RECORDS SHOWN:
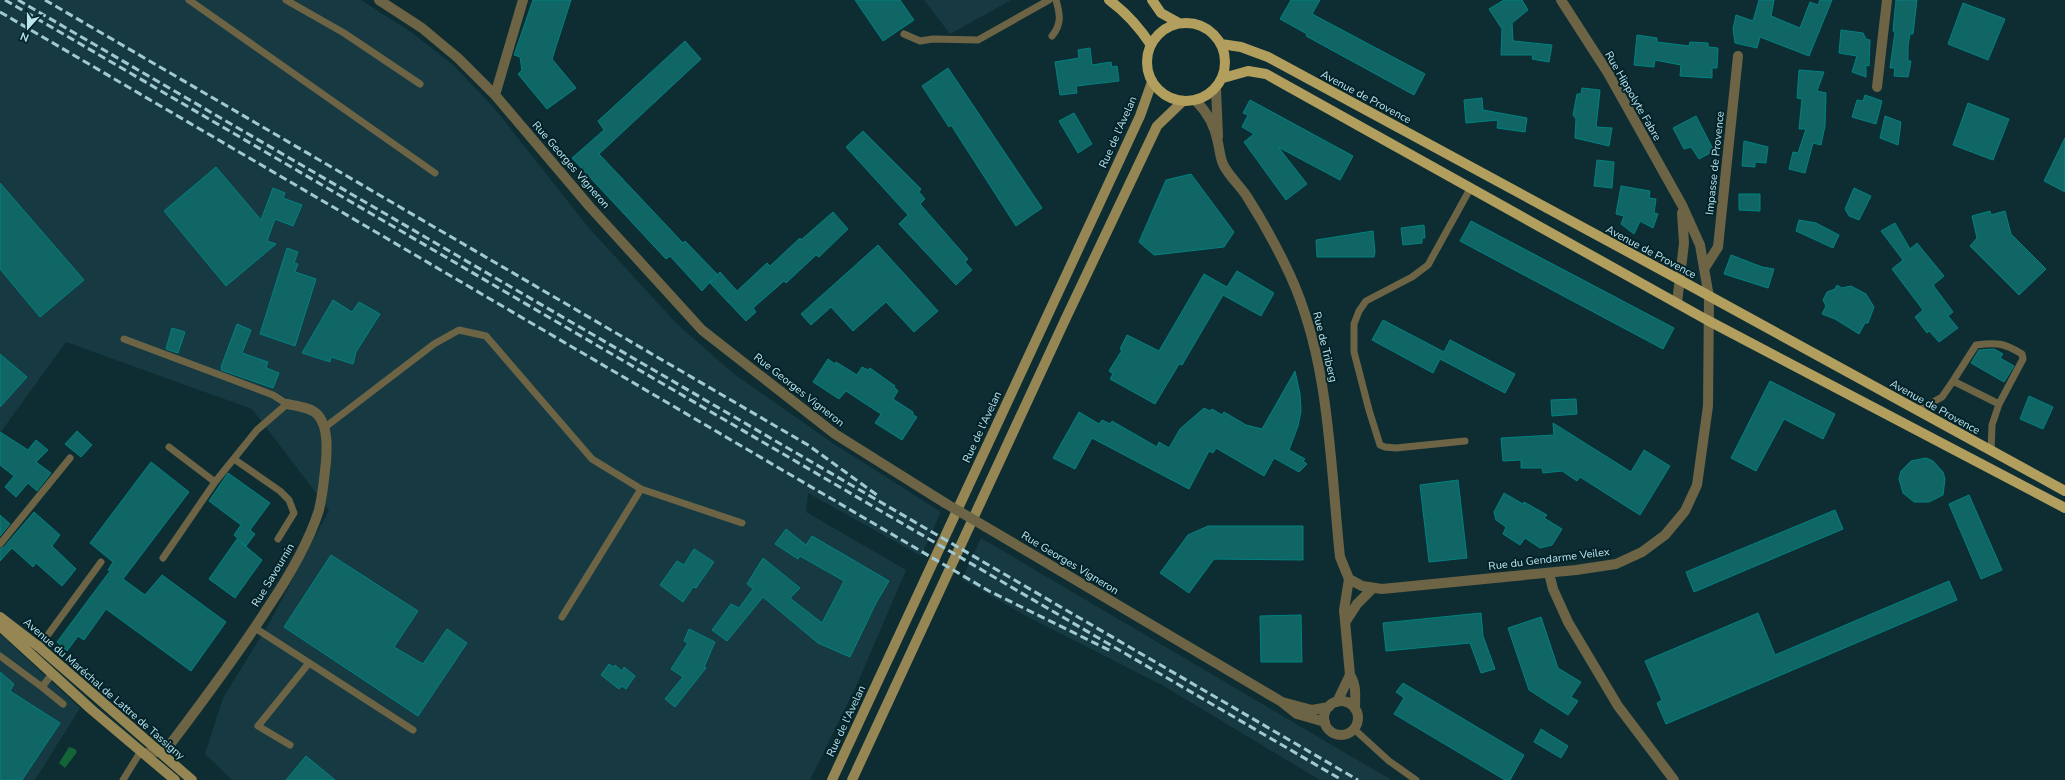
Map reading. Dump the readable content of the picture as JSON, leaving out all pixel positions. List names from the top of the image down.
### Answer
{
  "streets": {
    "main road": ["Avenue de Provence", "Rue de l'Avelan", "Avenue du Maréchal de Lattre de Tassigny"],
    "street": [
      "Rue Hippolyte Fabre",
      "Impasse de Provence",
      "Rue Georges Vigneron",
      "Rue de Triberg",
      "Rue du Gendarme Veilex",
      "Rue Savournin"
    ]
  },
  "crossings": [
    ["Rue Hippolyte Fabre", "Avenue de Provence"],
    ["Rue Hippolyte Fabre", "Impasse de Provence"],
    ["Rue Hippolyte Fabre", "Rue du Gendarme Veilex"],
    ["Avenue de Provence", "Rue de l'Avelan"],
    ["Avenue de Provence", "Rue de Triberg"],
    ["Avenue de Provence", "Rue du Gendarme Veilex"],
    ["Rue de l'Avelan", "Rue de Triberg"],
    ["Rue Savournin", "Avenue du Maréchal de Lattre de Tassigny"]
  ],
  "north": "bottom"
}
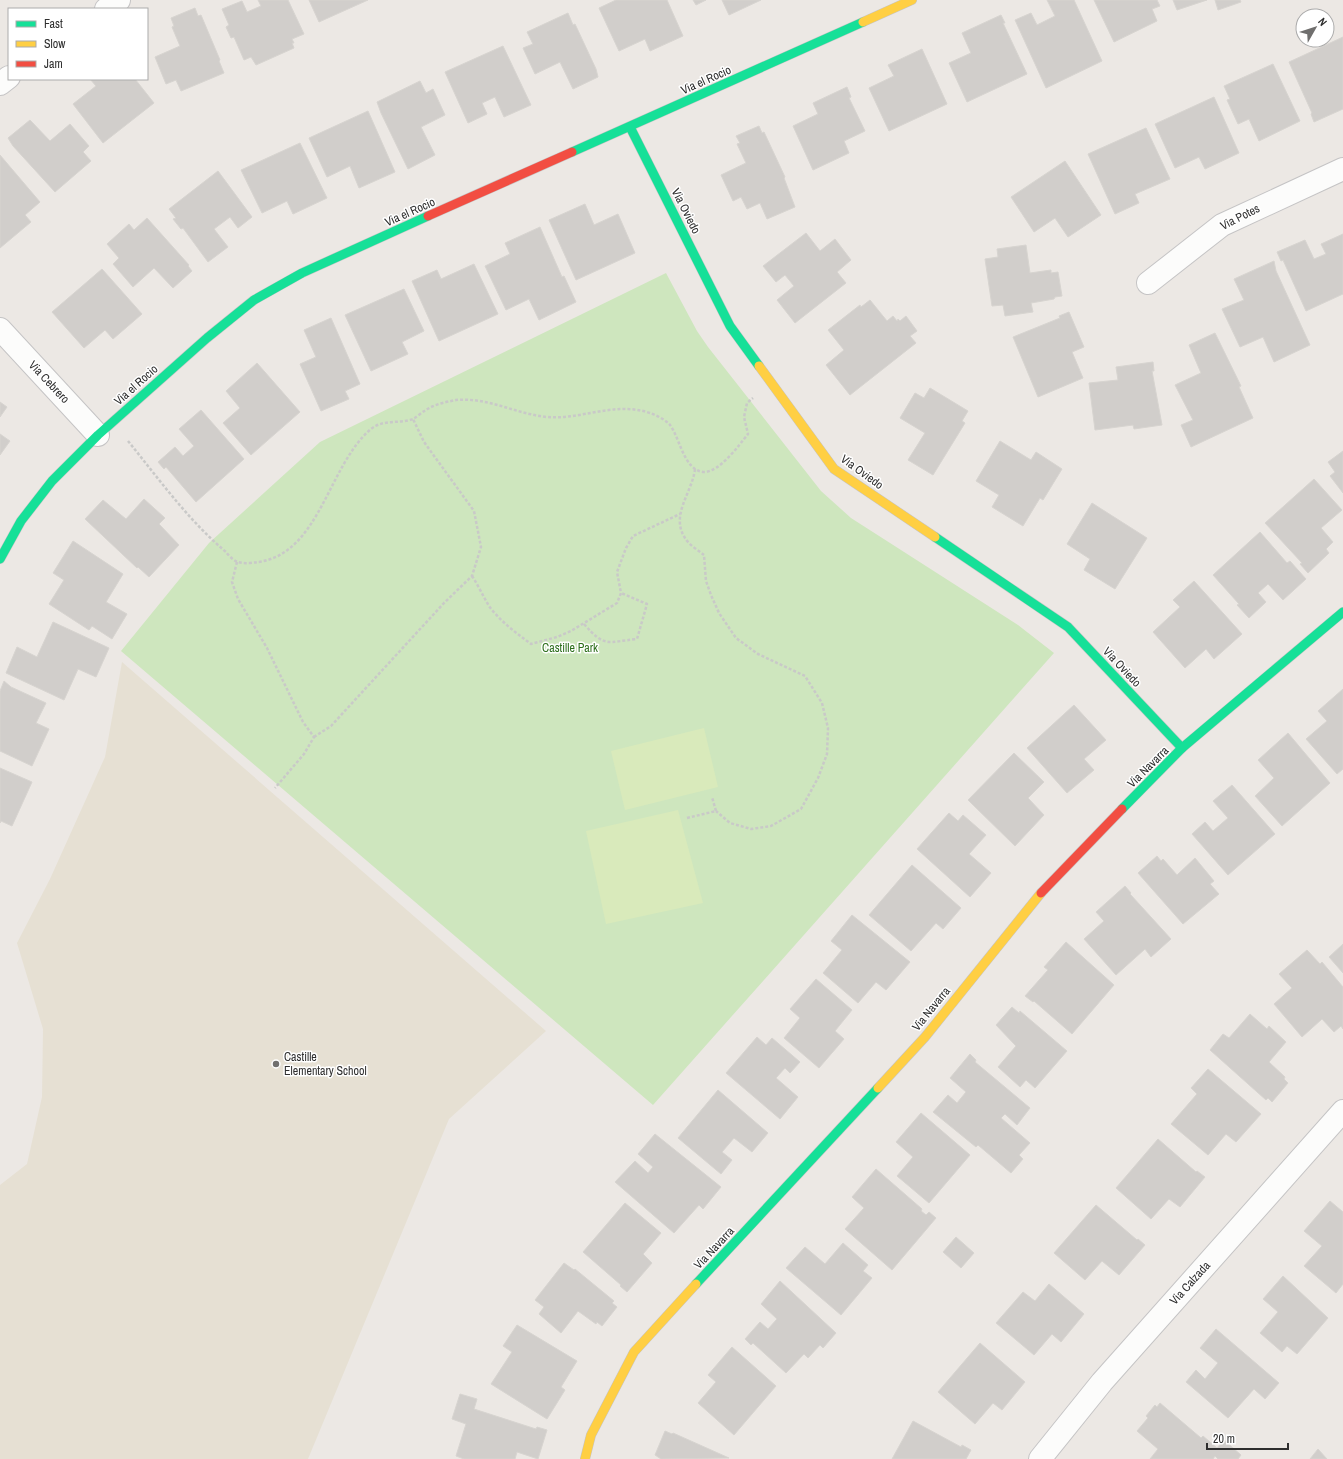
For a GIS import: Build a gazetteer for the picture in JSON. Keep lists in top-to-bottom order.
{
  "streets": {
    "street": [
      "Via el Rocio",
      "Via Oviedo",
      "Via Potes",
      "Via Cebrero",
      "Via Navarra",
      "Via Calzada"
    ]
  },
  "crossings": [
    ["Via el Rocio", "Via Oviedo"],
    ["Via el Rocio", "Via Cebrero"],
    ["Via Oviedo", "Via Navarra"]
  ],
  "parks": ["Castille Park"],
  "places": ["Castille Elementary School"],
  "legend": ["Fast", "Slow", "Jam"],
  "scale_bar": "20 m",
  "north": "top right"
}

EXERCISE DIRECTIONS: The entries above, every one of them, should be retyped exactly, with no pictures carried over.

EXERCISE SOLUTION:
Map reading. Dump the readable content of the picture as JSON, leaving out all pixel positions. List names from the top of the image down.
### Answer
{
  "streets": {
    "main road": ["Avenue de Provence", "Rue de l'Avelan", "Avenue du Maréchal de Lattre de Tassigny"],
    "street": [
      "Rue Hippolyte Fabre",
      "Impasse de Provence",
      "Rue Georges Vigneron",
      "Rue de Triberg",
      "Rue du Gendarme Veilex",
      "Rue Savournin"
    ]
  },
  "crossings": [
    ["Rue Hippolyte Fabre", "Avenue de Provence"],
    ["Rue Hippolyte Fabre", "Impasse de Provence"],
    ["Rue Hippolyte Fabre", "Rue du Gendarme Veilex"],
    ["Avenue de Provence", "Rue de l'Avelan"],
    ["Avenue de Provence", "Rue de Triberg"],
    ["Avenue de Provence", "Rue du Gendarme Veilex"],
    ["Rue de l'Avelan", "Rue de Triberg"],
    ["Rue Savournin", "Avenue du Maréchal de Lattre de Tassigny"]
  ],
  "north": "bottom"
}
For a GIS import: Build a gazetteer for the picture in JSON. Keep lists in top-to-bottom order.
{
  "streets": {
    "street": [
      "Via el Rocio",
      "Via Oviedo",
      "Via Potes",
      "Via Cebrero",
      "Via Navarra",
      "Via Calzada"
    ]
  },
  "crossings": [
    ["Via el Rocio", "Via Oviedo"],
    ["Via el Rocio", "Via Cebrero"],
    ["Via Oviedo", "Via Navarra"]
  ],
  "parks": ["Castille Park"],
  "places": ["Castille Elementary School"],
  "legend": ["Fast", "Slow", "Jam"],
  "scale_bar": "20 m",
  "north": "top right"
}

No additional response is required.